Mathematical Model for Player Ranking

This post is part 2 of the "Approximating Skills of Table Tennis Players Using Normal Distribution" series:

In the previous post, we discussed how to model player skills using normal distributions. Now, let’s dive into the mathematical details of how we can estimate the parameters of these distributions using Maximum Likelihood Estimation.

Problem definition: Having a set of players $\mathcal{P}$ numbered from $1$ to $n$ and a set of game results $\mathcal{D}$ assign skill levels to each player modeling it with normal distribution.

Definitions

First, let’s start with definitions and basic observations.

Set of players $\mathcal{P}$

There are $n$ players playing in a table tennis tournament. We’ll refer to the set of players as $\mathcal{P}$. For the sake of simplicity, we will assign a number between $1$ and $n$ to each player, essentially replacing players with the corresponding numbers in our model, so ${\mathcal{P}=\{1, 2, ..., n\}, |\mathcal{P}|=n}$.

Set of game results $\mathcal{D}$

First, there are no draws. Second, we don’t know the exact (or even approximate) skills of players. The only thing we know is who won in a single game between two players. So, each game can be modeled as a tuple ${(p_1, p_2), \;p_{1,2}\in\mathcal{P}}$, meaning that player $p_1$ won against player $p_2$.

Moreover, the same players may play against each other multiple times, and their games may even end with different outcomes. So the set of game results can look like

$$ \mathcal{D}=\{(1,2), (1, 2), (2, 1), (2, 3), (4, 2), ...\} $$

More formally,

\begin{equation} \mathcal{D}=\{G^k_{p_i, p_j}\;|\;p_i, p_j \in \mathcal{P}, \; k=\overline{1, m} \}, \; G^k_{p_i, p_j}=(p_i, p_j), \; |\mathcal{D}|=m \end{equation}

Calculating probability of a game outcome

Each player’s skill is drawn from their specific distribution $\mathcal{S}_i \sim \mathcal{N}(\mu_i,\,\sigma_i^2)\,$. The probability of an event $G_{p_i, p_j}=(p_i, p_j)$ where player $p_i$ wins against player $p_j$ can therefore be calculated as

\begin{equation} P(G_{p_i, p_j}) = P(S_{p_i}>S_{p_j})=P(S_{p_i}-S_{p_j}>0)=1 - P(S_{p_i}-S_{p_j}\leq 0) \end{equation}

Since $S_{p_i} \sim \mathcal{N}(\mu_{p_i},\,\sigma_{p_i}^2)\,$ and $S_{p_j} \sim \mathcal{N}(\mu_{p_j},\,\sigma_{p_j}^2)\,$, it’s quite easy to show that $Q_{p_ip_j} = S_{p_i}-S_{p_j}\sim \mathcal{N}({\mu_{p_i}-\mu_{p_j}},\,{\sigma_{p_i}^2+\sigma_{p_j}^2})\,$.

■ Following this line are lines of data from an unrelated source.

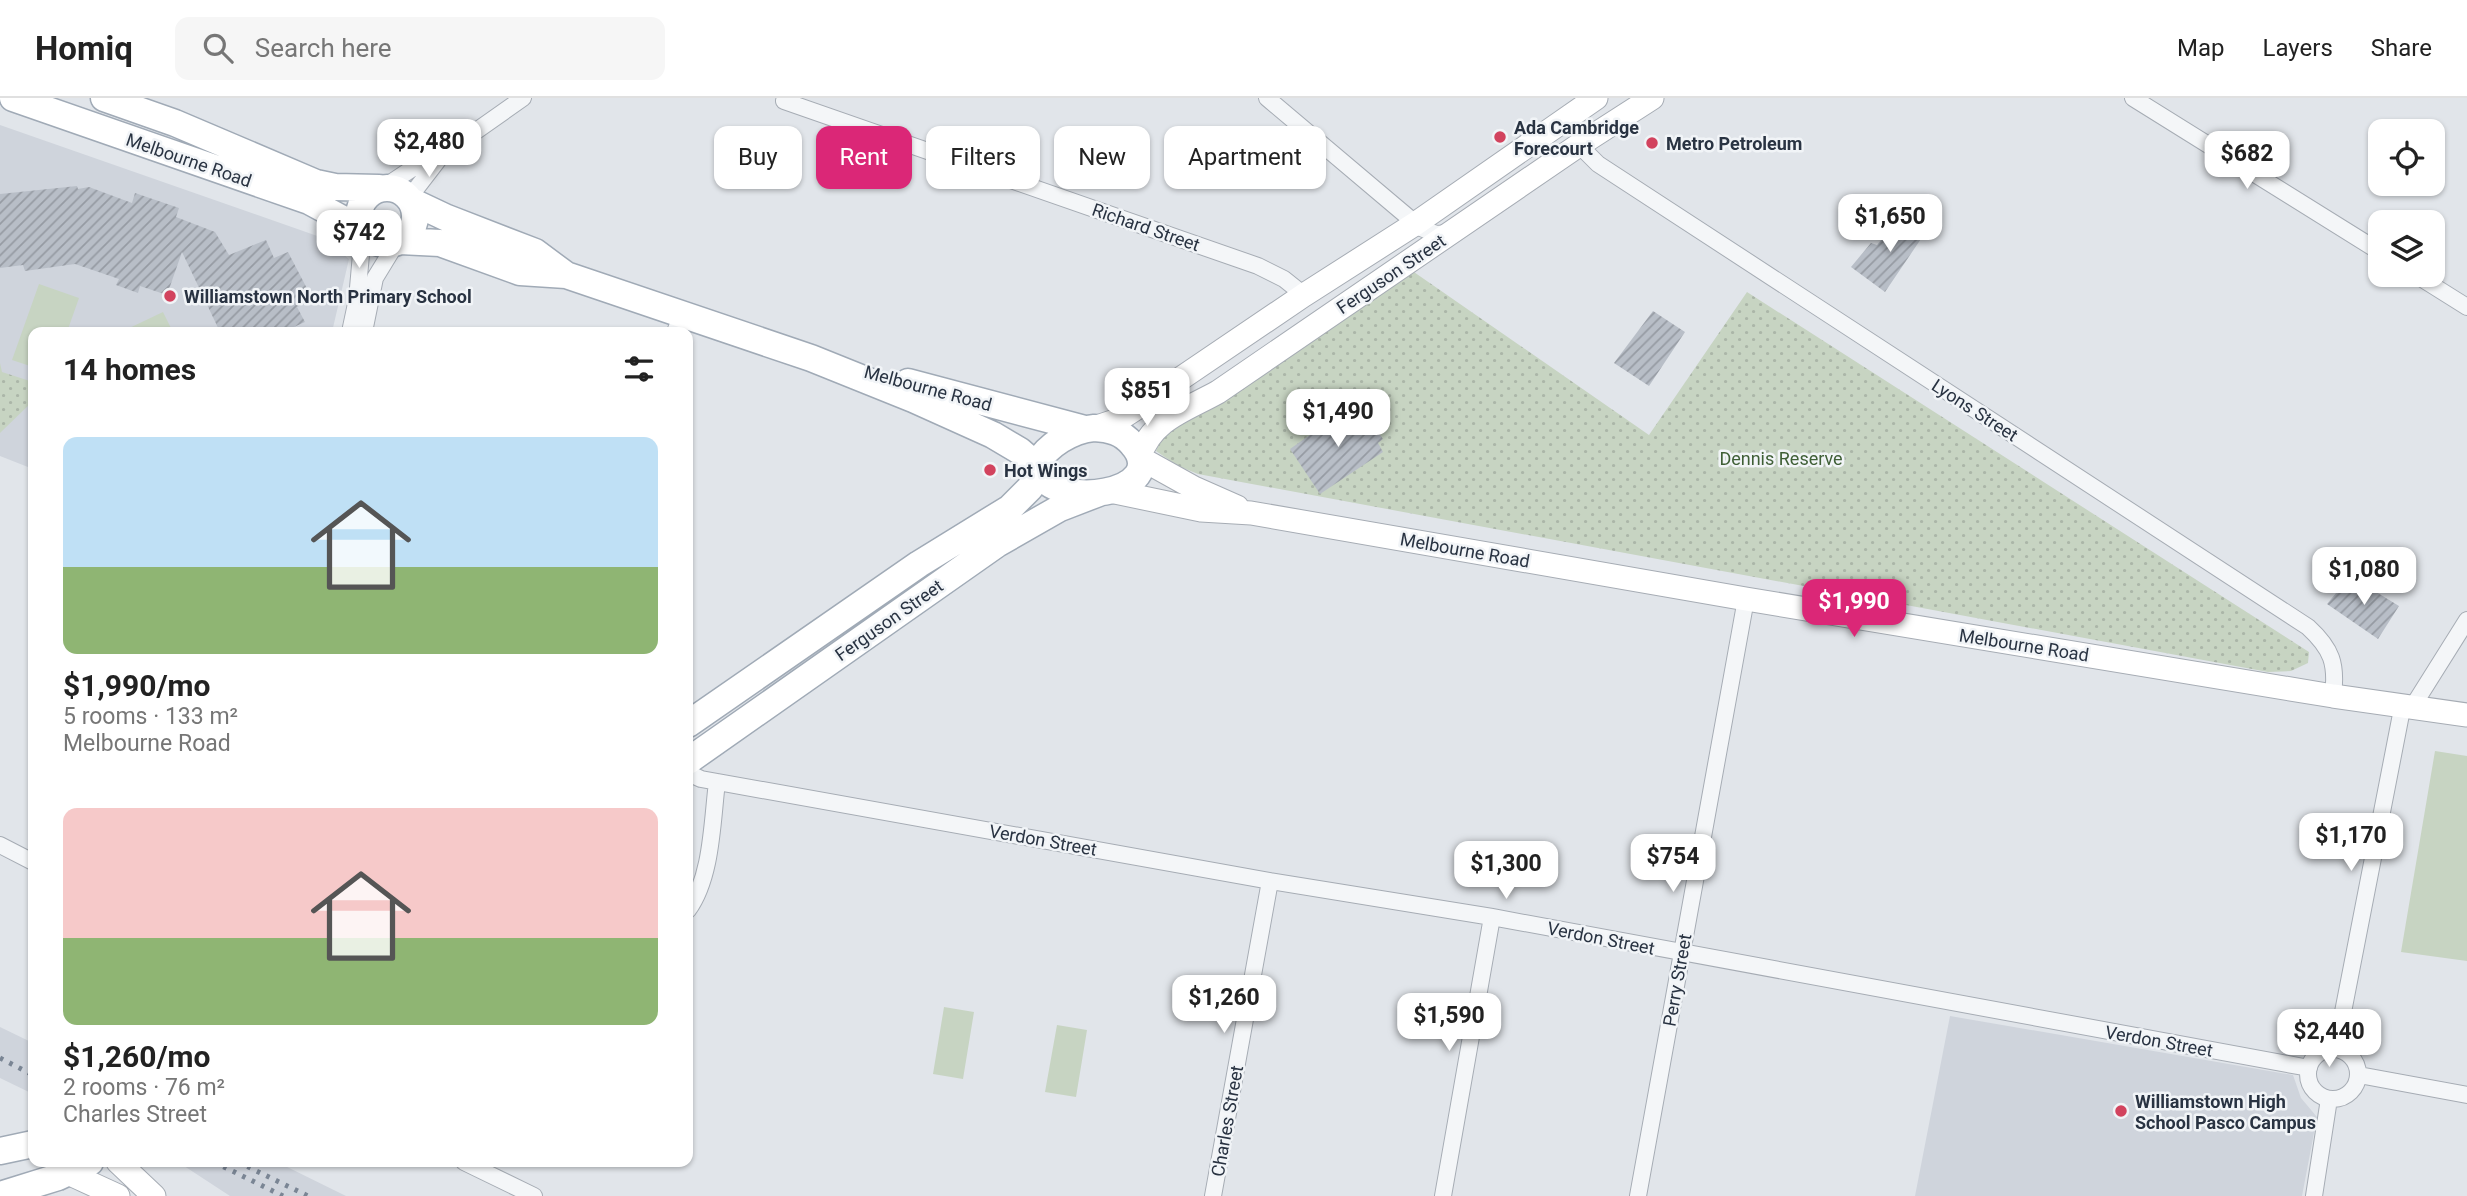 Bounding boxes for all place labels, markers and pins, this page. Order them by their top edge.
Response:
place label: Ada Cambridge Forecourt [1514,117,1639,159]
pin: $2,480 [372,120,486,179]
marker: Ada Cambridge Forecourt [1492,129,1508,145]
pin: $682 [2206,132,2288,191]
place label: Metro Petroleum [1666,133,1802,154]
marker: Metro Petroleum [1644,135,1660,151]
pin: $1,650 [1833,194,1947,254]
pin: $742 [318,211,400,270]
place label: Williamstown North Primary School [184,286,472,307]
marker: Williamstown North Primary School [162,288,178,304]
pin: $851 [1106,368,1188,428]
pin: $1,490 [1281,390,1395,449]
place label: Hot Wings [1004,460,1088,481]
marker: Hot Wings [982,462,998,478]
pin: $1,080 [2307,547,2421,607]
pin: $1,990 [1797,580,1911,639]
pin: $1,170 [2294,814,2408,873]
pin: $754 [1632,834,1714,894]
pin: $1,300 [1449,842,1563,901]
pin: $1,260 [1167,976,1281,1035]
pin: $1,590 [1392,993,1506,1053]
pin: $2,440 [2272,1010,2386,1069]
place label: Williamstown High School Pasco Campus [2135,1091,2316,1133]
marker: Williamstown High School Pasco Campus [2113,1103,2129,1119]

For standard normal distribution we know that

\begin{equation*} \begin{split} & z\sim\mathcal{N}(0,\,1)\, \implies P(z\leq 0)=F_z(0)=\Phi(0), \text{where} \\ & \Phi(x)=\frac{1}{\sqrt{2\pi}}\int_{-\infty}^{x}e^{-t^2/2}dt \end{split} \end{equation*}

Here $F_z(x)=P(z\leq x)$ is a Cumulative Distribution Function (CDF), and $\Phi(x)$ is how the CDF of the standard normal distribution is usually denoted. For general normal distribution we have

\begin{equation*} \begin{split} & \xi\sim\mathcal{N}(\mu,\,\sigma^2)\, \implies \xi = \sigma z + \mu \implies \\ & P(\xi\leq0)=F_{\xi}(0)=P(\sigma z + \mu \leq 0)=P\left(z \leq -\frac{\mu}{\sigma}\right) = F_z\left( -\frac{\mu}{\sigma} \right) = \Phi\left(-\frac{\mu}{\sigma}\right) \end{split} \end{equation*}

Together with the previous equation, it gives us

\begin{equation} \begin{split} & P(G_{p_i, p_j}) = 1 - P(S_{p_i}-S_{p_j}\leq0) = 1-P(Q_{p_ip_j} \leq 0) = \\ & = 1-F_{Q_{p_ip_j}}(0)=1-\Phi\left(-\frac{\mu_{p_i}-\mu_{p_j}}{\sqrt{\sigma_{p_i}^2+\sigma_{p_j}^2}}\right) \end{split} \end{equation}

Set of skills $\mathcal{S}$

With all mentioned above, we can say that $\mathcal{S}=\left\{ \mu_i \;|\; i = \overline{1, n} \right\}, \; |\mathcal{S}|= |\mathcal{P}| = n$, a set of mean skills of players. Finding $\mathcal{S}$ is essentially the goal of the whole process.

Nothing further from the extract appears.